▸ About this task
Nothing in the records should change; write them all out again.

▸ Records to process
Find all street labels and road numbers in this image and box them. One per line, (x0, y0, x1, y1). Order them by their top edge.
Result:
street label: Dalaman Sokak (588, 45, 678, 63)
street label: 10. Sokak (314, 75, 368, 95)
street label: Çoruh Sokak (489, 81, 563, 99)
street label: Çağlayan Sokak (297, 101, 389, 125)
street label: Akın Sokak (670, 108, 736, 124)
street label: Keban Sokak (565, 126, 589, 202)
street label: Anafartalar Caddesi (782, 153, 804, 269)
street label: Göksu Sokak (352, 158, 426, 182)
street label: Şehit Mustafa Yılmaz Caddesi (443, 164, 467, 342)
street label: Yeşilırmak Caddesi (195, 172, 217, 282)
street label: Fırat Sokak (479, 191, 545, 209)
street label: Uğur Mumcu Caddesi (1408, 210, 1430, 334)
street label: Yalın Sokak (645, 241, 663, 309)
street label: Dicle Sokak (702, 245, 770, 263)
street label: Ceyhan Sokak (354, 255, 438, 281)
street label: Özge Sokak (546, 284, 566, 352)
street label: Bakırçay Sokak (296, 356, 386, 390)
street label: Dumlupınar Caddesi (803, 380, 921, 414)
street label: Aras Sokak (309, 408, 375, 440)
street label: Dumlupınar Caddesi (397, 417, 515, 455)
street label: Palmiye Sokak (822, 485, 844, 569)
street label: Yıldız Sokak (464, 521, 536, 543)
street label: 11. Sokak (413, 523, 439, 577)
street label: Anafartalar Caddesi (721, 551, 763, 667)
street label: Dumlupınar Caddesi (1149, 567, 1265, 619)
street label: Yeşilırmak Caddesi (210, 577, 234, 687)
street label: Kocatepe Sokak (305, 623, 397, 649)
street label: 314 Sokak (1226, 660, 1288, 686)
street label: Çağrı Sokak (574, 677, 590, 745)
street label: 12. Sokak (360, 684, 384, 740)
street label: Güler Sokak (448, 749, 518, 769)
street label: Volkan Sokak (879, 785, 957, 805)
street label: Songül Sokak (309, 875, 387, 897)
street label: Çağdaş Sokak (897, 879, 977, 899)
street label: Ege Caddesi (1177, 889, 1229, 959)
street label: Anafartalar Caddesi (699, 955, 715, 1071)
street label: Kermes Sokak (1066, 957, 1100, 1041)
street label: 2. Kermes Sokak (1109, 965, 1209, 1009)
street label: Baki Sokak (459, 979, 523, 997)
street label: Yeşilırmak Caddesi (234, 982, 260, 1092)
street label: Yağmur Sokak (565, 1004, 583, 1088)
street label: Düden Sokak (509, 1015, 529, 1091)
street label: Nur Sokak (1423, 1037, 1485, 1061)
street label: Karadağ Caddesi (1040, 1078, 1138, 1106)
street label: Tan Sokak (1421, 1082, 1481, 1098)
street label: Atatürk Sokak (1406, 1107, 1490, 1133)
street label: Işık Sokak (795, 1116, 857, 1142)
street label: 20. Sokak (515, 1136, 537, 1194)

▸ Output of the exercise
Find all street labels and road numbers in this image and box them. One per line, (x0, y0, x1, y1). Order them by their top edge.
Result:
street label: Dalaman Sokak (588, 45, 678, 63)
street label: 10. Sokak (314, 75, 368, 95)
street label: Çoruh Sokak (489, 81, 563, 99)
street label: Çağlayan Sokak (297, 101, 389, 125)
street label: Akın Sokak (670, 108, 736, 124)
street label: Keban Sokak (565, 126, 589, 202)
street label: Anafartalar Caddesi (782, 153, 804, 269)
street label: Göksu Sokak (352, 158, 426, 182)
street label: Şehit Mustafa Yılmaz Caddesi (443, 164, 467, 342)
street label: Yeşilırmak Caddesi (195, 172, 217, 282)
street label: Fırat Sokak (479, 191, 545, 209)
street label: Uğur Mumcu Caddesi (1408, 210, 1430, 334)
street label: Yalın Sokak (645, 241, 663, 309)
street label: Dicle Sokak (702, 245, 770, 263)
street label: Ceyhan Sokak (354, 255, 438, 281)
street label: Özge Sokak (546, 284, 566, 352)
street label: Bakırçay Sokak (296, 356, 386, 390)
street label: Dumlupınar Caddesi (803, 380, 921, 414)
street label: Aras Sokak (309, 408, 375, 440)
street label: Dumlupınar Caddesi (397, 417, 515, 455)
street label: Palmiye Sokak (822, 485, 844, 569)
street label: Yıldız Sokak (464, 521, 536, 543)
street label: 11. Sokak (413, 523, 439, 577)
street label: Anafartalar Caddesi (721, 551, 763, 667)
street label: Dumlupınar Caddesi (1149, 567, 1265, 619)
street label: Yeşilırmak Caddesi (210, 577, 234, 687)
street label: Kocatepe Sokak (305, 623, 397, 649)
street label: 314 Sokak (1226, 660, 1288, 686)
street label: Çağrı Sokak (574, 677, 590, 745)
street label: 12. Sokak (360, 684, 384, 740)
street label: Güler Sokak (448, 749, 518, 769)
street label: Volkan Sokak (879, 785, 957, 805)
street label: Songül Sokak (309, 875, 387, 897)
street label: Çağdaş Sokak (897, 879, 977, 899)
street label: Ege Caddesi (1177, 889, 1229, 959)
street label: Anafartalar Caddesi (699, 955, 715, 1071)
street label: Kermes Sokak (1066, 957, 1100, 1041)
street label: 2. Kermes Sokak (1109, 965, 1209, 1009)
street label: Baki Sokak (459, 979, 523, 997)
street label: Yeşilırmak Caddesi (234, 982, 260, 1092)
street label: Yağmur Sokak (565, 1004, 583, 1088)
street label: Düden Sokak (509, 1015, 529, 1091)
street label: Nur Sokak (1423, 1037, 1485, 1061)
street label: Karadağ Caddesi (1040, 1078, 1138, 1106)
street label: Tan Sokak (1421, 1082, 1481, 1098)
street label: Atatürk Sokak (1406, 1107, 1490, 1133)
street label: Işık Sokak (795, 1116, 857, 1142)
street label: 20. Sokak (515, 1136, 537, 1194)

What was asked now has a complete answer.